Sporting a t-shirt that said, “Justice from Detroit to Gaza”—a slogan that falsely connects Israel to police brutality controversies in the U.S.—Tlaib declared that Congress must demand a ceasefire in Israel’s war against Hamas and “stop funding war crimes.” Like her IfNotNow supporters, Tlaib conveniently made no mention of the Oct. 7 attack or the hostages held by Hamas.

It apparently did not bother the leaders of IfNotNow that the House of Representatives had just censured Tlaib for her genocidal call to free “Palestine from the river to the sea.” Indeed, IfNotNow leaders repeat the same call in their training sessions. That training also endorses the boycott, divestment and sanctions (BDS) movement that seeks to economically strangle Israel, as well as the so-called “right of return,” which aims to demographically eliminate the Jewish state.

It seems that IfNotNow leaders are unperturbed that Tlaib has characterized Hamas’s rampage of crimes against humanity as justified “resistance” to an “apartheid state.” These Jews, it appears, are perfectly happy to align themselves with someone who supports murdering large numbers of Jews. They are also unbothered by the fact that Tlaib posted a video on social media that says, “Joe Biden supported the genocide of the Palestinian people”—a genocide that is not happening. One of IfNotNow’s campaigns calling for a ceasefire is entitled, “No Genocide in Our Name.” Having erased Hamas’s genocidal attack, IfNotNow appears to have fabricated one.
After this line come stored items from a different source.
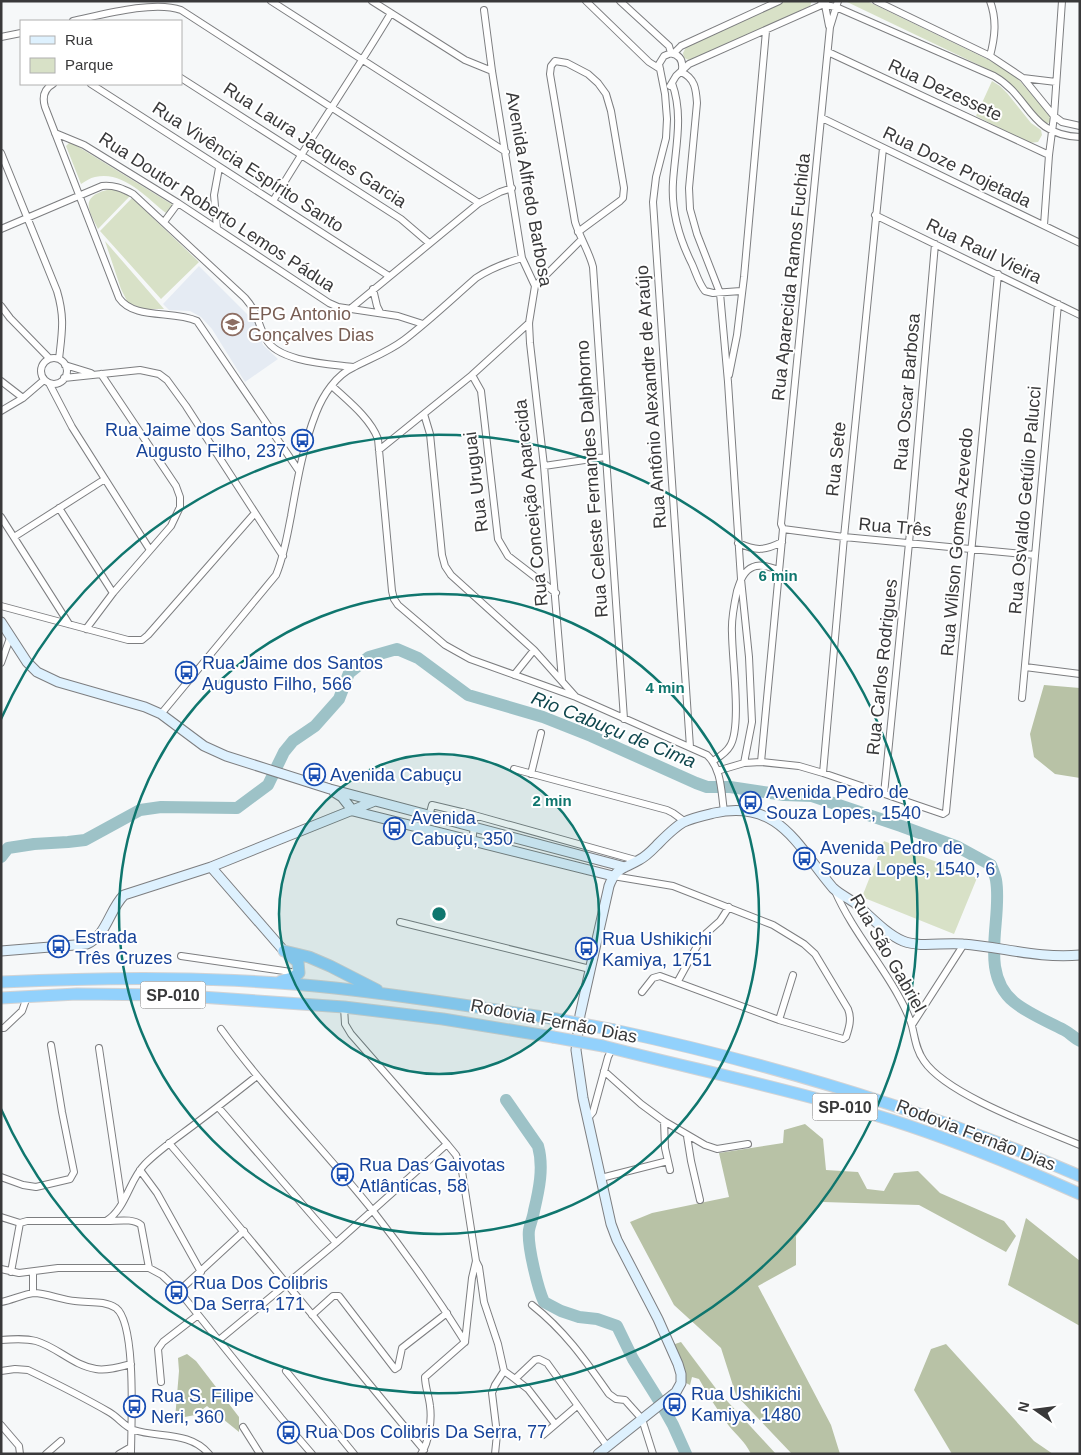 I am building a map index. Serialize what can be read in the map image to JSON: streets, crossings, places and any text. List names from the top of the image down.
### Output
{
  "streets": {
    "highway": ["SP-010", "Rodovia Fernão Dias"],
    "street": [
      "Rua Dezessete",
      "Rua Laura Jacques Garcia",
      "Rua Vivência Espírito Santo",
      "Rua Doze Projetada",
      "Avenida Alfredo Barbosa",
      "Rua Doutor Roberto Lemos Pádua",
      "Rua Raul Vieira",
      "Rua Aparecida Ramos Fuchida",
      "Rua Oscar Barbosa",
      "Rua Antônio Alexandre de Araújo",
      "Rua Sete",
      "Rua Celeste Fernandes Dalphorno",
      "Rua Uruguai",
      "Rua Osvaldo Getúlio Palucci",
      "Rua Conceição Aparecida",
      "Rua Três",
      "Rua Wilson Gomes Azevedo",
      "Rua Carlos Rodrigues",
      "Rua São Gabriel"
    ]
  },
  "crossings": [
    ["Rua Dezessete", "Rua Aparecida Ramos Fuchida"],
    ["Rua Doze Projetada", "Rua Aparecida Ramos Fuchida"],
    ["Rua Doze Projetada", "Rua Sete"],
    ["Avenida Alfredo Barbosa", "Rua Conceição Aparecida"],
    ["Rua Raul Vieira", "Rua Oscar Barbosa"],
    ["Rua Raul Vieira", "Rua Sete"],
    ["Rua Raul Vieira", "Rua Osvaldo Getúlio Palucci"],
    ["Rua Raul Vieira", "Rua Wilson Gomes Azevedo"],
    ["Rua Aparecida Ramos Fuchida", "Rua Três"],
    ["Rua Oscar Barbosa", "Rua Três"],
    ["Rua Oscar Barbosa", "Rua Carlos Rodrigues"],
    ["Rua Sete", "Rua Três"],
    ["Rua Uruguai", "Rua Conceição Aparecida"],
    ["Rua Osvaldo Getúlio Palucci", "Rua Três"],
    ["Rua Três", "Rua Wilson Gomes Azevedo"],
    ["Rua Três", "Rua Carlos Rodrigues"],
    ["Rua Wilson Gomes Azevedo", "Rua Carlos Rodrigues"]
  ],
  "water": ["Rio Cabuçu de Cima"],
  "places": {
    "school or university": ["EPG Antonio Gonçalves Dias"],
    "bus stop": [
      "Rua Jaime dos Santos Augusto Filho, 237",
      "Rua Jaime dos Santos Augusto Filho, 566",
      "Avenida Cabuçu",
      "Avenida Pedro de Souza Lopes, 1540",
      "Avenida Cabuçu, 350",
      "Avenida Pedro de Souza Lopes, 1540, 6",
      "Estrada Três Cruzes",
      "Rua Ushikichi Kamiya, 1751",
      "Rua Das Gaivotas Atlânticas, 58",
      "Rua Dos Colibris Da Serra, 171",
      "Rua Ushikichi Kamiya, 1480",
      "Rua S. Filipe Neri, 360",
      "Rua Dos Colibris Da Serra, 77"
    ]
  },
  "legend": ["Rua", "Parque"],
  "north": "left",
  "rings": ["6 min", "4 min", "2 min"]
} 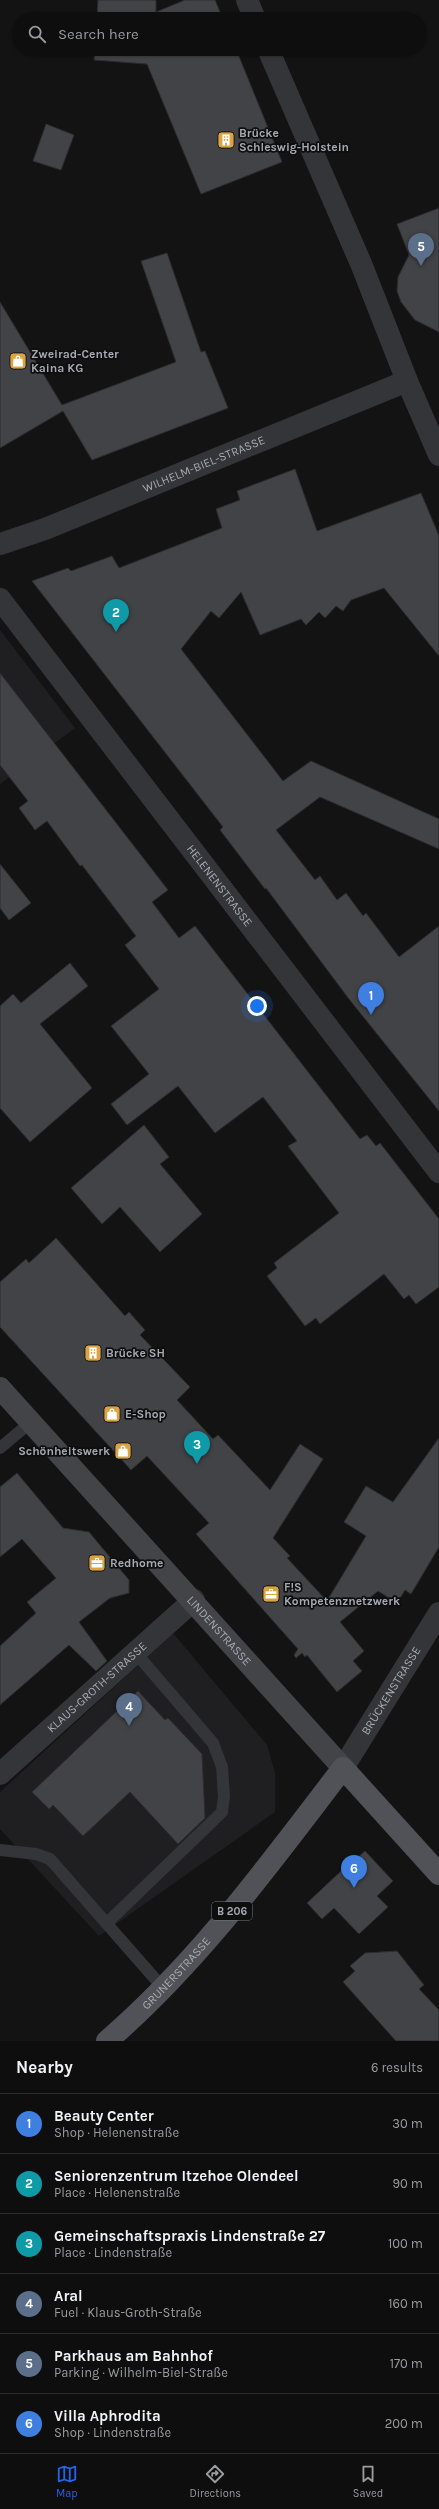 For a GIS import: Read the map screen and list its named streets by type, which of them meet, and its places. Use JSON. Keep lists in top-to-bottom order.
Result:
{
  "streets": {
    "main road": ["LINDENSTRASSE", "B 206", "GRUNERSTRASSE"],
    "street": [
      "WILHELM-BIEL-STRASSE",
      "HELENENSTRASSE",
      "KLAUS-GROTH-STRASSE",
      "BRÜCKENSTRASSE"
    ]
  },
  "crossings": [
    ["LINDENSTRASSE", "KLAUS-GROTH-STRASSE"],
    ["LINDENSTRASSE", "BRÜCKENSTRASSE"],
    ["LINDENSTRASSE", "GRUNERSTRASSE"],
    ["BRÜCKENSTRASSE", "GRUNERSTRASSE"]
  ],
  "places": {
    "building": ["Brücke Schleswig-Holstein", "Brücke SH"],
    "shop": ["Zweirad-Center Kaina KG", "E-Shop", "Schönheitswerk"],
    "office": ["Redhome", "F!S Kompetenznetzwerk"]
  },
  "page": {
    "search": "Search here",
    "pins": [
      "5",
      "2",
      "1",
      "3",
      "4",
      "6"
    ],
    "heading": ["Nearby", "6 results"],
    "list": [
      {
        "mark": "1",
        "name": "Beauty Center",
        "note": "Shop · Helenenstraße",
        "value": "30 m"
      },
      {
        "mark": "2",
        "name": "Seniorenzentrum Itzehoe Olendeel",
        "note": "Place · Helenenstraße",
        "value": "90 m"
      },
      {
        "mark": "3",
        "name": "Gemeinschaftspraxis Lindenstraße 27",
        "note": "Place · Lindenstraße",
        "value": "100 m"
      },
      {
        "mark": "4",
        "name": "Aral",
        "note": "Fuel · Klaus-Groth-Straße",
        "value": "160 m"
      },
      {
        "mark": "5",
        "name": "Parkhaus am Bahnhof",
        "note": "Parking · Wilhelm-Biel-Straße",
        "value": "170 m"
      },
      {
        "mark": "6",
        "name": "Villa Aphrodita",
        "note": "Shop · Lindenstraße",
        "value": "200 m"
      }
    ],
    "nav": ["Map", "Directions", "Saved"]
  }
}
In addition, IfNotNow has officially endorsed Tlaib’s statement, “You cannot claim to hold progressive values yet back Israel’s apartheid government.” To them and other young Jews who clasp hands with Tlaib and her compatriots, condemnation of Israel is the sine qua non of being a progressive, and a policy of racist exclusion must be imposed on any Jew who doesn’t get with the program. IfNotNow looks to Tlaib to lead the way, even though, like antisemites throughout history, she is happy to exploit them and eventually discard them once they have outlived their usefulness.
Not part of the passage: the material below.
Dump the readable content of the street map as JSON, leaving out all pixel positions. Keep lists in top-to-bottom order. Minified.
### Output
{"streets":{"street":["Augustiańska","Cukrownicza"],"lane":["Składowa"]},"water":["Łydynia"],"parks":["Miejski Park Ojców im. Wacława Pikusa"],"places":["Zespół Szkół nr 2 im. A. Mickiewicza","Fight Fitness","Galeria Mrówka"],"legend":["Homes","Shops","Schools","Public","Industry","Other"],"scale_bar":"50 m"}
Most tellingly, IfNotNow has been unfazed by Tlaib’s open antisemitism, such as her claim that American supporters of Israel “forgot what country they represent,” clearly invoking the “dual loyalty” libel. She has also engaged in antisemitic conspiracy theories, talking about the “people behind the curtain” who are exploiting victims “from Gaza to Detroit.”
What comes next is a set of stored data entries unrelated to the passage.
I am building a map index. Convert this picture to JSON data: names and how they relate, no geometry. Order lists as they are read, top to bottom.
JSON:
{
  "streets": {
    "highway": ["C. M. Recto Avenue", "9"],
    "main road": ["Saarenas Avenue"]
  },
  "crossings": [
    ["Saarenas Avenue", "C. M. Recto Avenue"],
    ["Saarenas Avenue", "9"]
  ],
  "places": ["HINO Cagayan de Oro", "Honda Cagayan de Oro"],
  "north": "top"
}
Worst of all, Tlaib is the only member of Congress to call for an end to the Jewish state. It should not be surprising that IfNotNow is fine with that, as they proudly state that they take no position on Israel’s right to exist.

New York Times columnist Thomas Friedman has perfectly and accurately described such people as “Hamas’s useful idiots.”

The origins of IfNotNow’s ideology are obvious. Like Tlaib and many other “social justice” ideologues, IfNotNow divides people into two groups: Oppressors and the oppressed. Depending on your racial or ethnic identity, you by definition belong to one or the other. There are no gradations, no nuance and only one permissible narrative. Thus, decades of genocidal Arab violence go unmentioned, including the Oct. 7 massacre. There is only Israeli oppression and Palestinian “resistance.”

It would be a mistake to believe that IfNotNow is an inconsequential outlier. They have nine chapters across the United States and an office on K Street in Washington, D.C. The webinar I attended had more than 1,600 attendees.

They also have powerful friends and an enormous amount of money. According to NGO Monitor, IfNotNow has received grants from the wealthy Rockefeller Brothers Fund, the Tides Foundation, the New Israel Fund’s Progressive Jewish Fund and the Foundation for Middle East Peace.

All that, plus support from a member of Congress. It seems that racism, hate and support for genocide pay off.